Pick every line from the data that holds the word "solid".

(Extracted records begins)

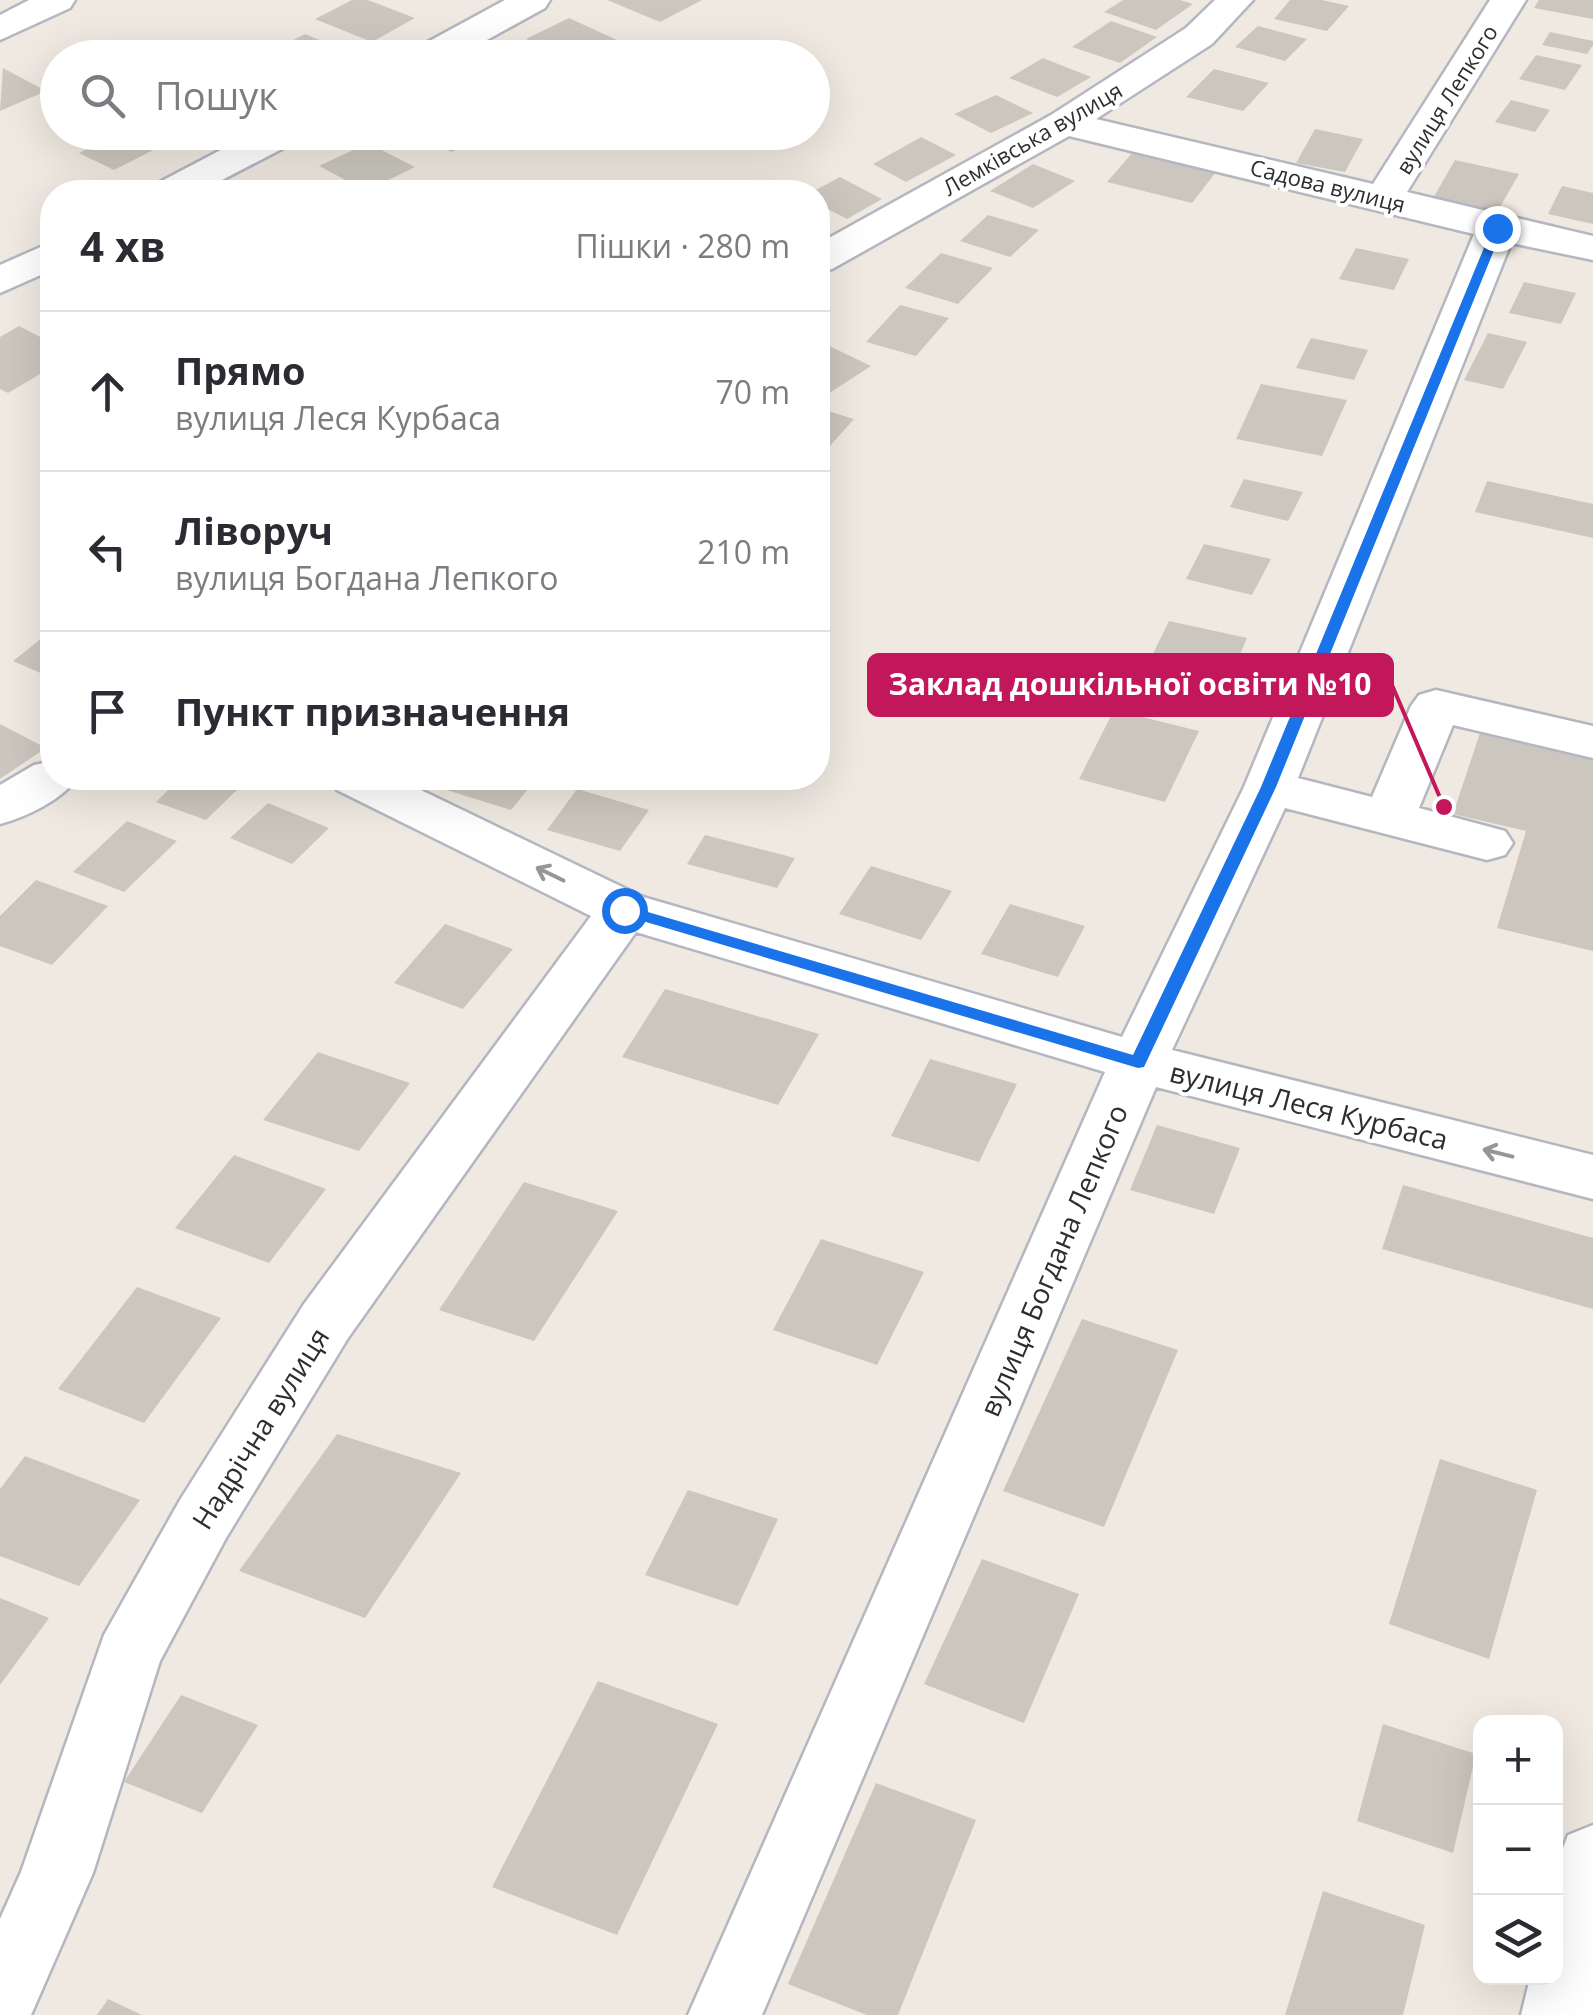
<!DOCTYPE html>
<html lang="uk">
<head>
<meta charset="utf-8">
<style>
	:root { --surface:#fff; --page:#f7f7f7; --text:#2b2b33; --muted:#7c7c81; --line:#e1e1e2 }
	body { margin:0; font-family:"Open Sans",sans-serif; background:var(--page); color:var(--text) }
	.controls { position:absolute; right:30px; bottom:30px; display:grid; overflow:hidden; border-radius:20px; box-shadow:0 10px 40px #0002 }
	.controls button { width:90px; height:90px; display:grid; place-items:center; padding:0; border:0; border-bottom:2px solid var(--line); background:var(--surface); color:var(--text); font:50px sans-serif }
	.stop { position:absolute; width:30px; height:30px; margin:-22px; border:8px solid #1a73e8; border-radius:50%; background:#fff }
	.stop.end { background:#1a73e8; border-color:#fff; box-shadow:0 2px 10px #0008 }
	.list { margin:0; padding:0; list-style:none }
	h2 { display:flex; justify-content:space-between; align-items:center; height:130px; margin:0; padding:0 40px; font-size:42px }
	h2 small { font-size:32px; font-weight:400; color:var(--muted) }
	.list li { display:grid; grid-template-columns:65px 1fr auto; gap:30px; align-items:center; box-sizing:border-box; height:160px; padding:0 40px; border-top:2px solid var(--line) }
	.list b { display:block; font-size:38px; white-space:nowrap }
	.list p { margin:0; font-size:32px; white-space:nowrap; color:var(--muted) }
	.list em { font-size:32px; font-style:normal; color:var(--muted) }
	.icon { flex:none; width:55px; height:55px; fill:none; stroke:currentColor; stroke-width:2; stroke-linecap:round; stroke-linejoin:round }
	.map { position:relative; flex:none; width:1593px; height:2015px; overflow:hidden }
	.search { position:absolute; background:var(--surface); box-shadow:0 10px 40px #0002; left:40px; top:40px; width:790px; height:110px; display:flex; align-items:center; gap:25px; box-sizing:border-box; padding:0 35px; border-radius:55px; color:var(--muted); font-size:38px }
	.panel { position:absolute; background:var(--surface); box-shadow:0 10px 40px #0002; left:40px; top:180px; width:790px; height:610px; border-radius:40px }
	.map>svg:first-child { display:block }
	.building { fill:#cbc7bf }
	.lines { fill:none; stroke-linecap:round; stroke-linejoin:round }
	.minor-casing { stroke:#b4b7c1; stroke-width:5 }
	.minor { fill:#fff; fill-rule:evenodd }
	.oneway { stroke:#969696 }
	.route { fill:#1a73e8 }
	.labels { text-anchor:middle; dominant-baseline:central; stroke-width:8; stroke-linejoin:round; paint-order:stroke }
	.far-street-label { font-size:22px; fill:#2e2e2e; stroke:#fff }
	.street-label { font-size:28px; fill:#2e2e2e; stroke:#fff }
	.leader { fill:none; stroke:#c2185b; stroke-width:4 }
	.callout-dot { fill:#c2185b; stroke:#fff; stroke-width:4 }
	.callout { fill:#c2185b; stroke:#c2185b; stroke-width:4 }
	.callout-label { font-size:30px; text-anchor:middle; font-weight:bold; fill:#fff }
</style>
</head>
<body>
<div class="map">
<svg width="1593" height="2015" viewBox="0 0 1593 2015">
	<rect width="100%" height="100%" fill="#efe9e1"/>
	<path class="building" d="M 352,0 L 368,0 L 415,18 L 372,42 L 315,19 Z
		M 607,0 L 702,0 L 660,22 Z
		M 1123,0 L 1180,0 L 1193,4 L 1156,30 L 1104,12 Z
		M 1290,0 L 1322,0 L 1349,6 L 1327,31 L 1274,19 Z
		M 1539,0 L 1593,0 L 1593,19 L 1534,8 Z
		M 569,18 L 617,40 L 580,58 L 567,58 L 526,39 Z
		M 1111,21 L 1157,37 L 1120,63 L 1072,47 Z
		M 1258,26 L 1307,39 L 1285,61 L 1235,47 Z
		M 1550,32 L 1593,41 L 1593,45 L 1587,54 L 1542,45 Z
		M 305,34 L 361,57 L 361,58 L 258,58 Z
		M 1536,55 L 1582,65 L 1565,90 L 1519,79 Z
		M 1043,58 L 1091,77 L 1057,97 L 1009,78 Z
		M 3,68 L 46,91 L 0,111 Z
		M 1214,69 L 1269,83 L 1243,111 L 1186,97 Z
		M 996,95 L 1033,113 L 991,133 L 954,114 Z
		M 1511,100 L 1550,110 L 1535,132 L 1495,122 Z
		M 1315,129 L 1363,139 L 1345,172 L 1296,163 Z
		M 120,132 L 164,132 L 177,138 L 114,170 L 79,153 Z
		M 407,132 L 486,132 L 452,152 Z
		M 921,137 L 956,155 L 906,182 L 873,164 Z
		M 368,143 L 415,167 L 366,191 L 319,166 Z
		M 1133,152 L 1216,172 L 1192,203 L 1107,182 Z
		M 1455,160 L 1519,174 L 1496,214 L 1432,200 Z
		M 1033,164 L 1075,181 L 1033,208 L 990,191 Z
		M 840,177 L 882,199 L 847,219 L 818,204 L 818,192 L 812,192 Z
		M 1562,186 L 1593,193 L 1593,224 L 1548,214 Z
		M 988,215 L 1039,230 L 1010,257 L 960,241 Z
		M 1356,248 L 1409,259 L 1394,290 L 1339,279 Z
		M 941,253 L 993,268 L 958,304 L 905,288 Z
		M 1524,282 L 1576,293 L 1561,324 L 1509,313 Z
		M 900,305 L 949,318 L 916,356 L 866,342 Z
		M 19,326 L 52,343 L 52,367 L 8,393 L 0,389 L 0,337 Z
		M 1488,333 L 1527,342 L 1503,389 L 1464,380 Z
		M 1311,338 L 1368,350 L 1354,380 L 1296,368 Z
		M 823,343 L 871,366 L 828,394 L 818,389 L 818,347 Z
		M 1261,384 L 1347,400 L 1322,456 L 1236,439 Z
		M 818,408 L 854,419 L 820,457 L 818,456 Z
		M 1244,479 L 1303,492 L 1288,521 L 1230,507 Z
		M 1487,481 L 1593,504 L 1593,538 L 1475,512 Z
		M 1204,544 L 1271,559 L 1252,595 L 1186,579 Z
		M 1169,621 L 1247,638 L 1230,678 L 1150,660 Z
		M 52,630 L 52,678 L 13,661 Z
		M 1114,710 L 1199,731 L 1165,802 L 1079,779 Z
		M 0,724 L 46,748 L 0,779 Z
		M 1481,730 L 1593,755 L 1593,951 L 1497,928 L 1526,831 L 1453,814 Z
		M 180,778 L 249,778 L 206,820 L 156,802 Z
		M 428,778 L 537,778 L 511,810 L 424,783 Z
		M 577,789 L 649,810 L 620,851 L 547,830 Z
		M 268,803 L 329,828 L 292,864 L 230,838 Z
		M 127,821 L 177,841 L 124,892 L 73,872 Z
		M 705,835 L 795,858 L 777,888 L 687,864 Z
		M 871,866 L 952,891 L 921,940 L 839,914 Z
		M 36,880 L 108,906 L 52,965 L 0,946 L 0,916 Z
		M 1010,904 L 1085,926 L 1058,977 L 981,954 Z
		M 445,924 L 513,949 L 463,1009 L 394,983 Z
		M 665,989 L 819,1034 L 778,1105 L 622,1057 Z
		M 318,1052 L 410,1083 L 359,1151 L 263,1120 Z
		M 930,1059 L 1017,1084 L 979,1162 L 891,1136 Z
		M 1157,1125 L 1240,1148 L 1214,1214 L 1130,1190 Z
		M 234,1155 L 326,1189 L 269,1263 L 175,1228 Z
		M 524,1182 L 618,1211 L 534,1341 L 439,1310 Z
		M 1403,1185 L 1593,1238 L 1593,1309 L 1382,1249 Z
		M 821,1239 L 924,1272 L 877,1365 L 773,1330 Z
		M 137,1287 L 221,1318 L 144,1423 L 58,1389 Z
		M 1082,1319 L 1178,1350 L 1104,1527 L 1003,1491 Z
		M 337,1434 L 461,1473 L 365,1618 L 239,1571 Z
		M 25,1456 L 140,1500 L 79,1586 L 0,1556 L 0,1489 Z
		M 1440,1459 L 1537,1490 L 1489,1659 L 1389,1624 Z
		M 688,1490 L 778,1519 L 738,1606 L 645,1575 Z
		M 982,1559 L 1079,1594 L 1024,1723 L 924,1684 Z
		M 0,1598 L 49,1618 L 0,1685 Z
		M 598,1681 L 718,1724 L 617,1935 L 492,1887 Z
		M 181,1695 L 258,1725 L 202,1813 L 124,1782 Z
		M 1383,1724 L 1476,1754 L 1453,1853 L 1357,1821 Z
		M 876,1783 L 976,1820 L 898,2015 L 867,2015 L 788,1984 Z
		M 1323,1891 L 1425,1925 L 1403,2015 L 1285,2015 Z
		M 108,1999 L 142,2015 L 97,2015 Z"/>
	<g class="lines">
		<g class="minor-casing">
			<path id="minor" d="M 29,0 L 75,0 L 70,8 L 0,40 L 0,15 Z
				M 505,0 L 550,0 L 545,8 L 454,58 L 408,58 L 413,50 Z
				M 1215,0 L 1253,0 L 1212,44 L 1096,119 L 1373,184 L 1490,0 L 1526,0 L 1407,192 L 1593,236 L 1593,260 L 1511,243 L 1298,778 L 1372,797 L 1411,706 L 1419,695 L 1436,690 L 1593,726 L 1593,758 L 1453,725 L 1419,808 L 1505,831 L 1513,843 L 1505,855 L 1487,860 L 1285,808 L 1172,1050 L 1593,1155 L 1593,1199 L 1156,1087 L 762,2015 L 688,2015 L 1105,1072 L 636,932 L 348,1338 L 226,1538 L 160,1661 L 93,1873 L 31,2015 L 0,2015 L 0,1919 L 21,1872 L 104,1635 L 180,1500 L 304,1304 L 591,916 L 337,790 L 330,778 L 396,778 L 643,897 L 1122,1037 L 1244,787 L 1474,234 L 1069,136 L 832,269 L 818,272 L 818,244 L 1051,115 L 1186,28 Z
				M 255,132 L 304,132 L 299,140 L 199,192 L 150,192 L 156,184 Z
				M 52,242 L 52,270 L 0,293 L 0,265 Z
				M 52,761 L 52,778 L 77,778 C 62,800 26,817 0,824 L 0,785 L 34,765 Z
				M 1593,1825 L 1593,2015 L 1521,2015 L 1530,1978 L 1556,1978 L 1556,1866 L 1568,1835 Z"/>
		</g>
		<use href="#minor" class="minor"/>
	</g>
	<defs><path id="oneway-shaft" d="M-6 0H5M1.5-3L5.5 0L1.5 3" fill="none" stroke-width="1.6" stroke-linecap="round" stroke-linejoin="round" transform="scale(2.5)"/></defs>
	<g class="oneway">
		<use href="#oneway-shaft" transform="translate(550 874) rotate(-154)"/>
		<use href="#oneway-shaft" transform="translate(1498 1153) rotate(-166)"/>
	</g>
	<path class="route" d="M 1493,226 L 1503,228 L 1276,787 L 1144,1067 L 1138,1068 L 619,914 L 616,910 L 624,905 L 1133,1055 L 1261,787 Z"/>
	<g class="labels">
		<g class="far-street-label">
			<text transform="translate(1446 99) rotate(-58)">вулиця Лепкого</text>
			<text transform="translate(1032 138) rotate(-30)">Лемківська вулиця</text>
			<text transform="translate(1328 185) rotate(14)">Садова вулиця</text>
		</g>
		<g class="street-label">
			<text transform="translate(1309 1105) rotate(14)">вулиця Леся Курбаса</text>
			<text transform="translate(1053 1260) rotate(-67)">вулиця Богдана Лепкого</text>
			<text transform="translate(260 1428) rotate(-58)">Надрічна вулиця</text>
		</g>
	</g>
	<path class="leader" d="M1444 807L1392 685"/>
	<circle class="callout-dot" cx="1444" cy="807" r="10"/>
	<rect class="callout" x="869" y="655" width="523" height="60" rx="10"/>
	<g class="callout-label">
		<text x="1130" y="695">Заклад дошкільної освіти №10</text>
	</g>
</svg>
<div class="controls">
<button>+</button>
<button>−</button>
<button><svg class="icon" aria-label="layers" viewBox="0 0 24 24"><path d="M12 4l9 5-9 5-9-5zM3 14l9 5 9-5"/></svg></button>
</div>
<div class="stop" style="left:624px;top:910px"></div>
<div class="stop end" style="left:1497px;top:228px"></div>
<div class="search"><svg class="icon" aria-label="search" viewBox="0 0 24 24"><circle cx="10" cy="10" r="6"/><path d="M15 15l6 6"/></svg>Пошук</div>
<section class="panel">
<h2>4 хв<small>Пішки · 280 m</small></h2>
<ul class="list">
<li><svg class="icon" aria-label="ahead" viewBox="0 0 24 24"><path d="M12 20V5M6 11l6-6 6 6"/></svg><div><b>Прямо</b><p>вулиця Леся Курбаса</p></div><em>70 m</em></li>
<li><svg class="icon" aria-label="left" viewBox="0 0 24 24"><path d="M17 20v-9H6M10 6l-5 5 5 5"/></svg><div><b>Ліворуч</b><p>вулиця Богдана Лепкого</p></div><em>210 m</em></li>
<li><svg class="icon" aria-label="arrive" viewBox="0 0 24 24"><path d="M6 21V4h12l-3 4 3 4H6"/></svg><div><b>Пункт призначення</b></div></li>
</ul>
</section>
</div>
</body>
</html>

(Extracted records ends)

## Response:
	.controls button { width:90px; height:90px; display:grid; place-items:center; padding:0; border:0; border-bottom:2px solid var(--line); background:var(--surface); color:var(--text); font:50px sans-serif }
	.stop { position:absolute; width:30px; height:30px; margin:-22px; border:8px solid #1a73e8; border-radius:50%; background:#fff }
	.list li { display:grid; grid-template-columns:65px 1fr auto; gap:30px; align-items:center; box-sizing:border-box; height:160px; padding:0 40px; border-top:2px solid var(--line) }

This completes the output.